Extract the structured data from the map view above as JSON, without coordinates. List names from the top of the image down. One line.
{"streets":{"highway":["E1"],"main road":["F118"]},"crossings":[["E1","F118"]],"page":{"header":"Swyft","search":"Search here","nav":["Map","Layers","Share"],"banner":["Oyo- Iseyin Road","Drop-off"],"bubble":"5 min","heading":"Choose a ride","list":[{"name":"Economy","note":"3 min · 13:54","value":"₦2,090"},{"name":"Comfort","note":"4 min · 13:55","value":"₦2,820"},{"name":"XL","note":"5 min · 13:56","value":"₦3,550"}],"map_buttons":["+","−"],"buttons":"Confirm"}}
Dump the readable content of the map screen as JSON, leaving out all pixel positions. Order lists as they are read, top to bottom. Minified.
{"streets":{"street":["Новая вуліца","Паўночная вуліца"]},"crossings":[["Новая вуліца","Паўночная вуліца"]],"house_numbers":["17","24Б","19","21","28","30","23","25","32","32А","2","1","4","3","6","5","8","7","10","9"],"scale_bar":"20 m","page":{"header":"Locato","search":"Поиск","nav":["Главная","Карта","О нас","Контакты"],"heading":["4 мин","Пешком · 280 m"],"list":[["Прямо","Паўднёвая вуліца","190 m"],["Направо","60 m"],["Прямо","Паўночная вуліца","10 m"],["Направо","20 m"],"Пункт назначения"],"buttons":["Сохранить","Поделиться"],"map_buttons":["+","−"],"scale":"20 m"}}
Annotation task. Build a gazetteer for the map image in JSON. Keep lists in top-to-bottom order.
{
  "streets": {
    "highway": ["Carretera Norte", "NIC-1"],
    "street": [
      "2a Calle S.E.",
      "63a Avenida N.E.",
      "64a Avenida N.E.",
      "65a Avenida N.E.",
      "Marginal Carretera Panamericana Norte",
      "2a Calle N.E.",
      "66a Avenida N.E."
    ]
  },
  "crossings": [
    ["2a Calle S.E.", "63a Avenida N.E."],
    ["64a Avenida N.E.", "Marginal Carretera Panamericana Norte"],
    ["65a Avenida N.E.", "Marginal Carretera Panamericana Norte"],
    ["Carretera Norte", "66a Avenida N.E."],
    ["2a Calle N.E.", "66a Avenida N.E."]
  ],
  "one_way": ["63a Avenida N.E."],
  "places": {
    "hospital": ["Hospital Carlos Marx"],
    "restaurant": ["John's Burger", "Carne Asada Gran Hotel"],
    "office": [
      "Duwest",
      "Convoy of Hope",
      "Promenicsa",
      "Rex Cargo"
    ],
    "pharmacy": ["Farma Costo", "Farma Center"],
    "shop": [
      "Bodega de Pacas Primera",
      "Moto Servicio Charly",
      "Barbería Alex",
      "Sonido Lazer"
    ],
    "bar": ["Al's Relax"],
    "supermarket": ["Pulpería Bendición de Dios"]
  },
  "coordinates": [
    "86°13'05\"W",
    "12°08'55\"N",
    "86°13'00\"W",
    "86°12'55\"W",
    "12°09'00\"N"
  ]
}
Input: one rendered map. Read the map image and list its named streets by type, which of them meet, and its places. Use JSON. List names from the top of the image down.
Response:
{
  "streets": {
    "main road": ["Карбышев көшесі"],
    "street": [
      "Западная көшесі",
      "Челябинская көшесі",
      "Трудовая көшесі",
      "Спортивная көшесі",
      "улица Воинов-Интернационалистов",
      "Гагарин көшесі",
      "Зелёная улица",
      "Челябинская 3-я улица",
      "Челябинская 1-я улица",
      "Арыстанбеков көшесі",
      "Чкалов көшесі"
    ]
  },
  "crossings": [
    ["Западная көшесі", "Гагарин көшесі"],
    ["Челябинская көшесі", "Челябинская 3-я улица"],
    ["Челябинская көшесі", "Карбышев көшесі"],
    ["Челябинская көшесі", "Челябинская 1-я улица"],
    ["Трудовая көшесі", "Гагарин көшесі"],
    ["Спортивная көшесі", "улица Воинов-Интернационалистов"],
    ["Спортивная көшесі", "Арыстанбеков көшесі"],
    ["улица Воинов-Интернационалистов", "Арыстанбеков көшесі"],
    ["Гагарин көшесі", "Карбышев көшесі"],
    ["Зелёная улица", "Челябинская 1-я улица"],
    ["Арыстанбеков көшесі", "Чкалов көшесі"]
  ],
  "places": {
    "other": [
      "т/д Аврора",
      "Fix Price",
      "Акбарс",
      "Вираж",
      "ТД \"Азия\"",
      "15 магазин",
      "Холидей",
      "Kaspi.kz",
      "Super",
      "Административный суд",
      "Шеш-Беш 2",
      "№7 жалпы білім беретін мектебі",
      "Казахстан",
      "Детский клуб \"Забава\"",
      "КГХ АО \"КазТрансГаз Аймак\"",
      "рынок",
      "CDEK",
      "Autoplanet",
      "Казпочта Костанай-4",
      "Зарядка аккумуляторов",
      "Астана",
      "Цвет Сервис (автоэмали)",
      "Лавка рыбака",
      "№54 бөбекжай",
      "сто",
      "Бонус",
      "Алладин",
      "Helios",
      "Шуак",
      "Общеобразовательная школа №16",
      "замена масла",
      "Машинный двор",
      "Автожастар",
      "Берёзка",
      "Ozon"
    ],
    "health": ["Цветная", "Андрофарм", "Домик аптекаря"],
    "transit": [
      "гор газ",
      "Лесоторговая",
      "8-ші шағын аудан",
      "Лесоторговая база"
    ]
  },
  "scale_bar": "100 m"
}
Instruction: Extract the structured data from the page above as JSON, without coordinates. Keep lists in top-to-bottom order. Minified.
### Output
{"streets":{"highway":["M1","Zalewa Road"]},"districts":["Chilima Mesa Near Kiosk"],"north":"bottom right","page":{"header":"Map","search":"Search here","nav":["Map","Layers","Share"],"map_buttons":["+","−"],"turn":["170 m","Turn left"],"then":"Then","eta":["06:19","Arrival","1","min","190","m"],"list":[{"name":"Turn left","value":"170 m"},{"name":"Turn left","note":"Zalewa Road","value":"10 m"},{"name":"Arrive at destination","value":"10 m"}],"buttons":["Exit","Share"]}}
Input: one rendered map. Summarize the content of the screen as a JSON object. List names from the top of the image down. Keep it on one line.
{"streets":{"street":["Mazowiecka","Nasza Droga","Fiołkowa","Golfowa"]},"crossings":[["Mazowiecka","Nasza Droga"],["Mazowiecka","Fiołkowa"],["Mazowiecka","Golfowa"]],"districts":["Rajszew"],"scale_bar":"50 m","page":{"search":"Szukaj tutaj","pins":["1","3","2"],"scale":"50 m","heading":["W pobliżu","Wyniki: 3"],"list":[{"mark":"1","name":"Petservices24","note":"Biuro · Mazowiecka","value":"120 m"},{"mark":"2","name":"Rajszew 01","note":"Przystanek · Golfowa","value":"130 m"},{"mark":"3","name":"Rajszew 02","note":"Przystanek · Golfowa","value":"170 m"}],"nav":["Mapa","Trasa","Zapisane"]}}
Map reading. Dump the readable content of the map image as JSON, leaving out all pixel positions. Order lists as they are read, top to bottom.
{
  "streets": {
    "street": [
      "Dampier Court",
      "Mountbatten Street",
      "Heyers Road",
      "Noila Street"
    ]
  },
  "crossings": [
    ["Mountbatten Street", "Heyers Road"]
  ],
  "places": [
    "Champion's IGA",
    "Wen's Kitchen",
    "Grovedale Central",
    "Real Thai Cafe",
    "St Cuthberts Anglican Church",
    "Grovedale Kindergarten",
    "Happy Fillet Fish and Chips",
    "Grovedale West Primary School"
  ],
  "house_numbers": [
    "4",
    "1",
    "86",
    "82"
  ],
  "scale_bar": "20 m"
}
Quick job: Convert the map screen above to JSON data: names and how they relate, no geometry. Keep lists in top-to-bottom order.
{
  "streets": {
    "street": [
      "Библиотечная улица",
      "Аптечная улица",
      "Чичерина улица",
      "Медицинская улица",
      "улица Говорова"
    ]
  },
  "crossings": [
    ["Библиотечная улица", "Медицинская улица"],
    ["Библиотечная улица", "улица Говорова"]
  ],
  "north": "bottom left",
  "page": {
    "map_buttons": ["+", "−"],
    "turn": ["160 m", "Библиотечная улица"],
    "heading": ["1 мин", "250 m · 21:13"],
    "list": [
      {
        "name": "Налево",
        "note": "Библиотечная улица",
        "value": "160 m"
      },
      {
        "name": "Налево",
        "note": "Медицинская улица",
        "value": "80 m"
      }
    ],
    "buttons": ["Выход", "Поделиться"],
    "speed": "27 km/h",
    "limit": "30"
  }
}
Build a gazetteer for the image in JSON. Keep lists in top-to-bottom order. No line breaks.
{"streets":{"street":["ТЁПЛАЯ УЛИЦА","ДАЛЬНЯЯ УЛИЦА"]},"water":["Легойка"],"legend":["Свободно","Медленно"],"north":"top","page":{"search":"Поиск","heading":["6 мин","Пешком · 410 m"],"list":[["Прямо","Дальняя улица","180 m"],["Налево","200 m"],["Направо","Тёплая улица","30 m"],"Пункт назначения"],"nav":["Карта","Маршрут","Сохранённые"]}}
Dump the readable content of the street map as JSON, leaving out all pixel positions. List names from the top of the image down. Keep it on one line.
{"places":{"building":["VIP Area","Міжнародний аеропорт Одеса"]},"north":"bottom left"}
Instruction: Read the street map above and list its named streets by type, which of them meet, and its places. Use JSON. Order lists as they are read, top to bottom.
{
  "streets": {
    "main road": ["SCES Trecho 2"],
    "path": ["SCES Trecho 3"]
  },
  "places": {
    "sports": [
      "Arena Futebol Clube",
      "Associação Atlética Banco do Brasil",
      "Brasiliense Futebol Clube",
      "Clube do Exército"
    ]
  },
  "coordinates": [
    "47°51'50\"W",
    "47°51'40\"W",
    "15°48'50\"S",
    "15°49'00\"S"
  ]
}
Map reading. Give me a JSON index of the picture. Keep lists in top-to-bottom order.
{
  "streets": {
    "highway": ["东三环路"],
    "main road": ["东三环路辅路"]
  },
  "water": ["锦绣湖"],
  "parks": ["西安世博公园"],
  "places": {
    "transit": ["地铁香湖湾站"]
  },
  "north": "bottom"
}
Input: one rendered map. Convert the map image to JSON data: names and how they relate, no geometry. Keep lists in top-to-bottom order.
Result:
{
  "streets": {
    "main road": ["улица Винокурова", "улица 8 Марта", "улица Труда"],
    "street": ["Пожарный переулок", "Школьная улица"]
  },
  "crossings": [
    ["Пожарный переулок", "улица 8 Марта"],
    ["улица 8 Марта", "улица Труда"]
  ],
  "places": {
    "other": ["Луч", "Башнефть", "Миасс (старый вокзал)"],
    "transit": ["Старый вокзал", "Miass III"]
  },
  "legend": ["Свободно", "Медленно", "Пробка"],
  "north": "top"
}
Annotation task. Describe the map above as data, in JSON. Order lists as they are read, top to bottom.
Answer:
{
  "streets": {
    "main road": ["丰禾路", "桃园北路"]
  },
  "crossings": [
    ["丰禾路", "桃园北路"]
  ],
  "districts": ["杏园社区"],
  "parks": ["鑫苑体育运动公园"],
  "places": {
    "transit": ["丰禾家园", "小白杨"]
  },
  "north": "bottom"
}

━━━━━━━━━━━━━━━━━━━━

### PROBLEM
Exact copies of the lines from the one holding "Input: one rendered map. Convert" through the last line above, and only those, make up the answer.

### ANSWER TO THIS EXERCISE
Input: one rendered map. Convert the map image to JSON data: names and how they relate, no geometry. Keep lists in top-to-bottom order.
Result:
{
  "streets": {
    "main road": ["улица Винокурова", "улица 8 Марта", "улица Труда"],
    "street": ["Пожарный переулок", "Школьная улица"]
  },
  "crossings": [
    ["Пожарный переулок", "улица 8 Марта"],
    ["улица 8 Марта", "улица Труда"]
  ],
  "places": {
    "other": ["Луч", "Башнефть", "Миасс (старый вокзал)"],
    "transit": ["Старый вокзал", "Miass III"]
  },
  "legend": ["Свободно", "Медленно", "Пробка"],
  "north": "top"
}
Annotation task. Describe the map above as data, in JSON. Order lists as they are read, top to bottom.
Answer:
{
  "streets": {
    "main road": ["丰禾路", "桃园北路"]
  },
  "crossings": [
    ["丰禾路", "桃园北路"]
  ],
  "districts": ["杏园社区"],
  "parks": ["鑫苑体育运动公园"],
  "places": {
    "transit": ["丰禾家园", "小白杨"]
  },
  "north": "bottom"
}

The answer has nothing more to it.